Baraka invokes the listening ear to access an African past, but without the technology of the telegraph or telephone. As Ingrid Monson reminds us: ‘In many West African musics, for example, the boundaries between language and music are much blurrier, since speech may literally be spoken through instruments, most usually drums.’Footnote45 The performance of the lyrics themselves emulates spatial effects such as echoes. The chorus of men and women repeat Baraka’s words in a fugal pattern: lovelovelove I I I hearhearhear youyouyou … etc. Each word decrescendos in its repetition, and in doing so the words issue ripples and echoes as they reverberate against each other. The effect resonates like a voice speaking in a vast and vaulted space. The repetitions are orchestrated as part of the performance, but they are a self-contained stereo effect. Literally re-sounding reinforces the resonance of listening: love, I hear you.

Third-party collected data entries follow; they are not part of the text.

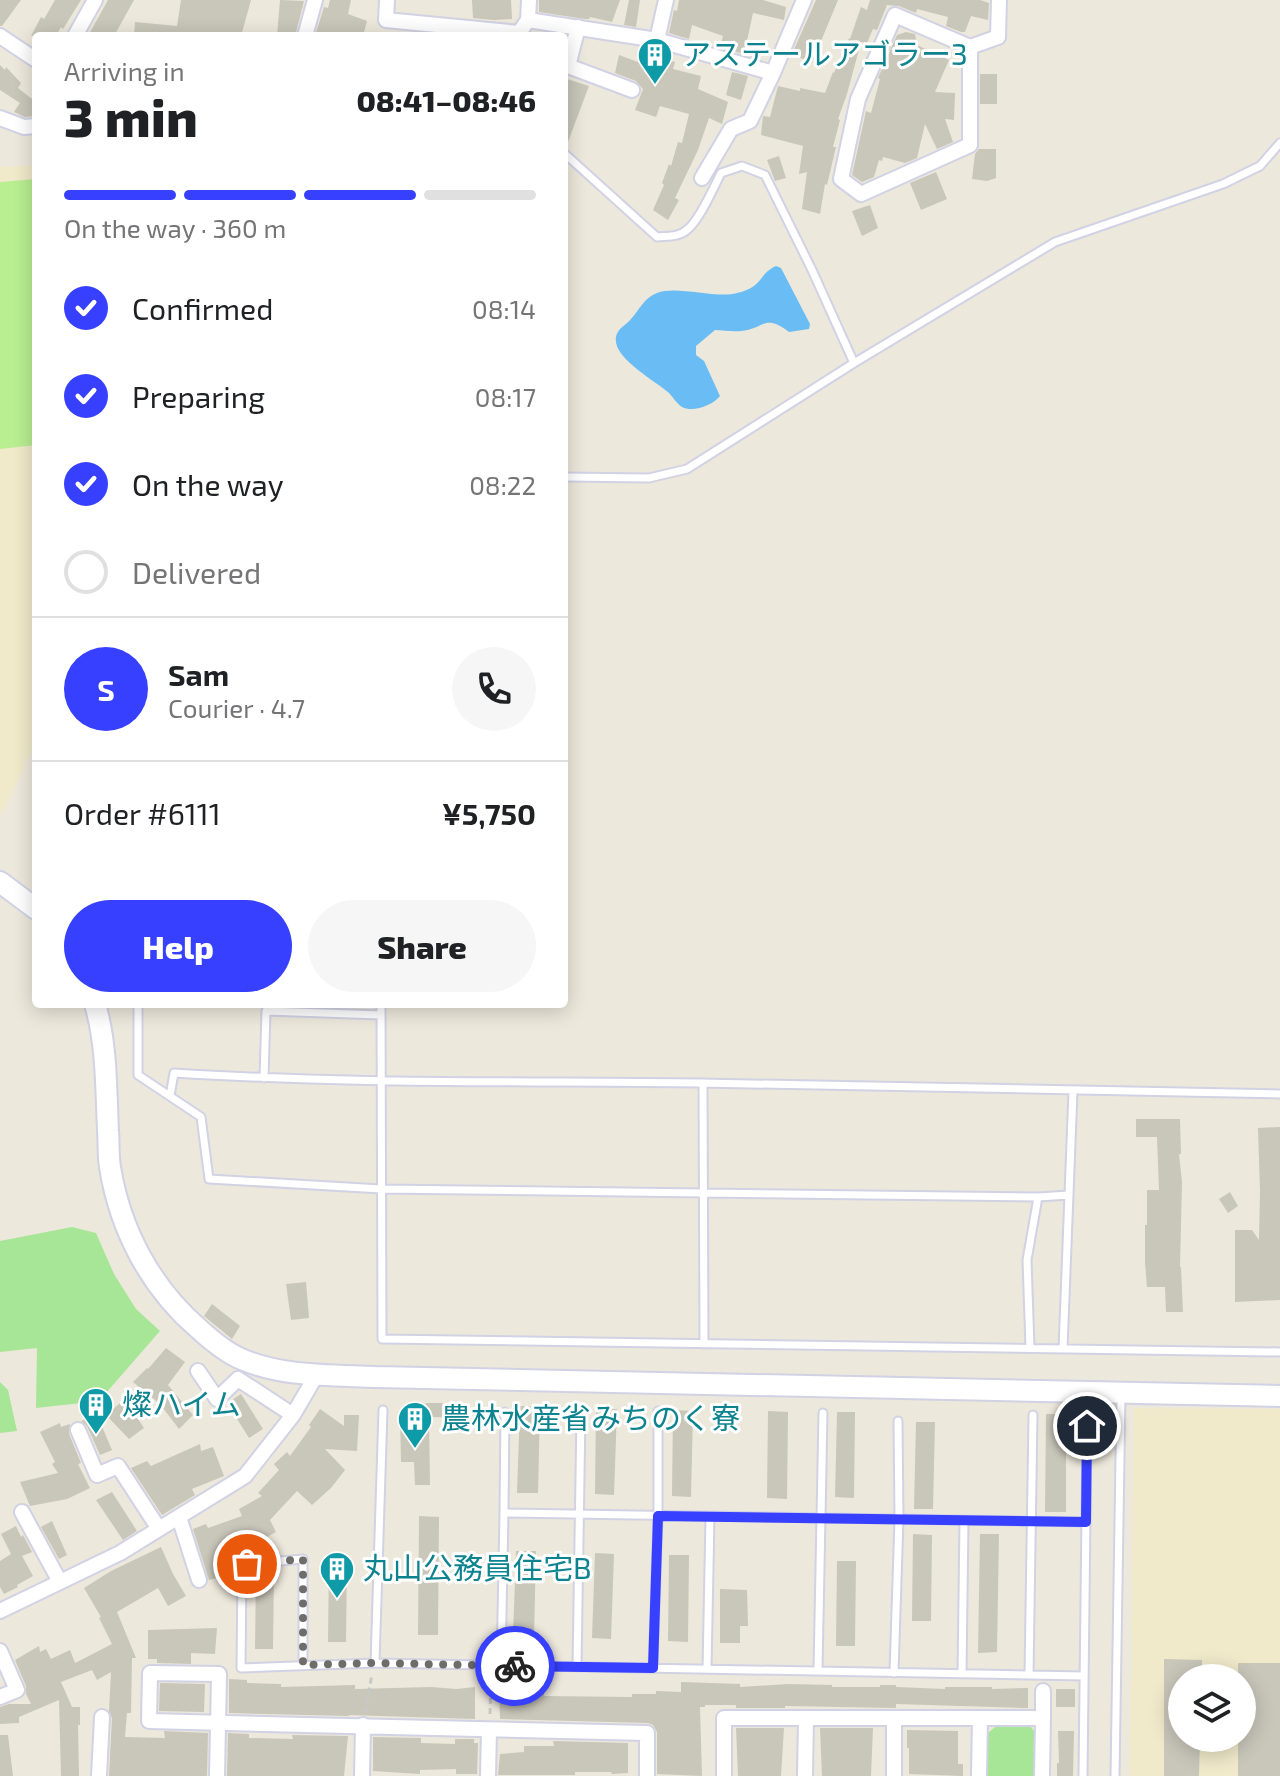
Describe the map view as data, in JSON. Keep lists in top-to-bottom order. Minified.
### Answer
{"places":{"building":["アステールアゴラー3","燦ハイム","農林水産省みちのく寮","丸山公務員住宅B"]},"page":{"heading":["3 min","Arriving in","08:41–08:46"],"panel":["Sam","Courier · 4.7","Order #6111","¥5,750"],"bar":"On the way · 360 m","list":[["Confirmed","08:14"],["Preparing","08:17"],["On the way","08:22"],"Delivered"],"round":"S","buttons":["Help","Share"]}}
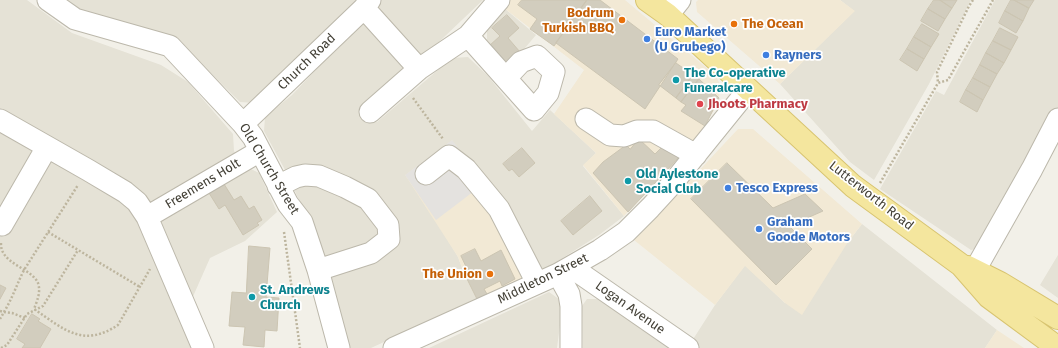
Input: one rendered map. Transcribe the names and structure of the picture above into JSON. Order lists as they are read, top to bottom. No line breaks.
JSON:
{"streets":{"main road":["Lutterworth Road"],"street":["Church Road","Old Church Street","Freemens Holt","Middleton Street","Logan Avenue"]},"crossings":[["Church Road","Old Church Street"],["Old Church Street","Freemens Holt"],["Lutterworth Road","Middleton Street"],["Middleton Street","Logan Avenue"]],"places":["Bodrum Turkish BBQ","The Ocean","Euro Market (U Grubego)","Rayners","The Co-operative Funeralcare","Jhoots Pharmacy","Old Aylestone Social Club","Tesco Express","Graham Goode Motors","The Union","St. Andrews Church"]}
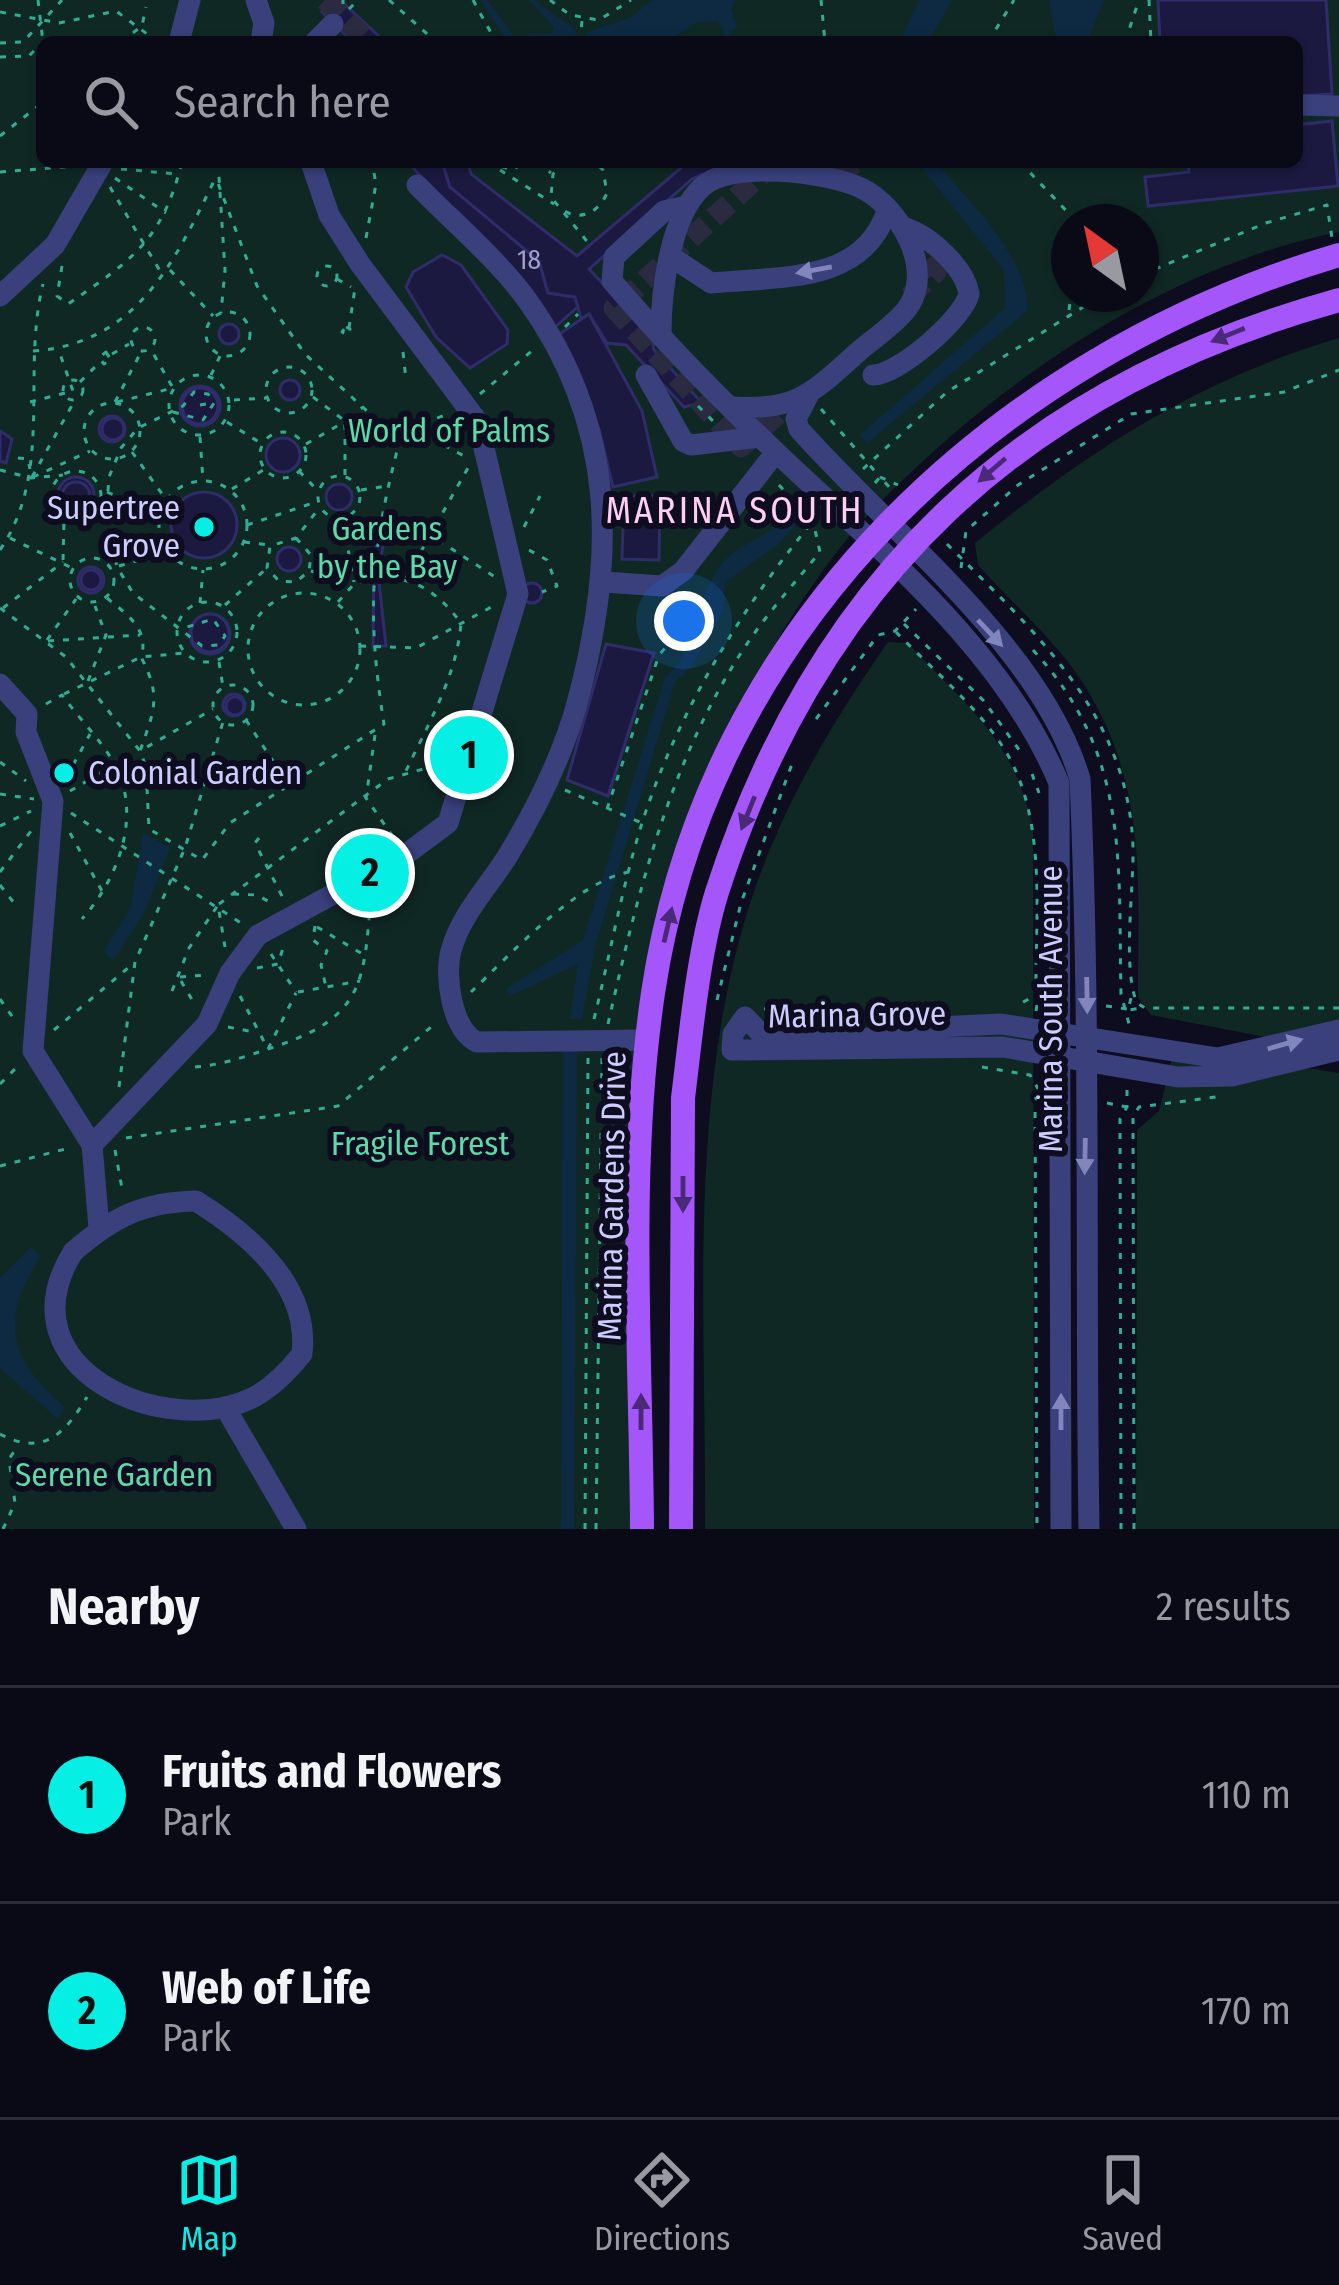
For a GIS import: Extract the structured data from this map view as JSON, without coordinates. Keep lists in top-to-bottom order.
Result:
{
  "streets": {
    "main road": ["Marina Gardens Drive"],
    "street": ["Marina South Avenue", "Marina Grove"]
  },
  "crossings": [
    ["Marina South Avenue", "Marina Grove"]
  ],
  "districts": ["MARINA SOUTH"],
  "parks": [
    "World of Palms",
    "Gardens by the Bay",
    "Fragile Forest",
    "Serene Garden"
  ],
  "places": ["Supertree Grove", "Colonial Garden"],
  "house_numbers": ["18"],
  "north": "top left",
  "page": {
    "search": "Search here",
    "pins": ["1", "2"],
    "heading": ["Nearby", "2 results"],
    "list": [
      {
        "mark": "1",
        "name": "Fruits and Flowers",
        "note": "Park",
        "value": "110 m"
      },
      {
        "mark": "2",
        "name": "Web of Life",
        "note": "Park",
        "value": "170 m"
      }
    ],
    "nav": ["Map", "Directions", "Saved"]
  }
}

The efforts to double and perform the resonant technology only become more clear when Baraka himself becomes the medium as ‘All in the Street’ continues, and he claims that that ancestors in Africa will speak through him if only we listen:

I am in touch
w/ them. They speak and
beckon to me
Listen they speak thru
my mouth
“Come on –
“Come on –
“Come on – Footnote46

In a moment of frenzied improvisation, Baraka becomes the ‘medium’ – the body through which the message speaks – speaking both in his voice and in the voice of the ancestors across space and time. Sound’s spatial qualities are largely a result of the fact that sound requires a medium through which to travel; sound must resonate in other things. When Baraka shouts ‘come on’ in quick succession, the words take on a percussive quality. The exclamation is also a call to the band to catch up with him as together they drive the tempo ever faster. By increasing the noise level of the album through wailing and scatting, Baraka also increases the track’s resonance within the space where it is played;Footnote47 but these resonant spaces can only exist for a time. At the end of the poem as the band fades out, he says, ‘Here the contact is broken,’ for as the music ends and the poetry ends, the auditory space closes and so does the communion of African peoples across time and space.Footnote48 The space itself that was open for a time by noisy ruptures no longer exists when sound is replaced by silence. Sonic spaces thus only exist in time, even on a recording.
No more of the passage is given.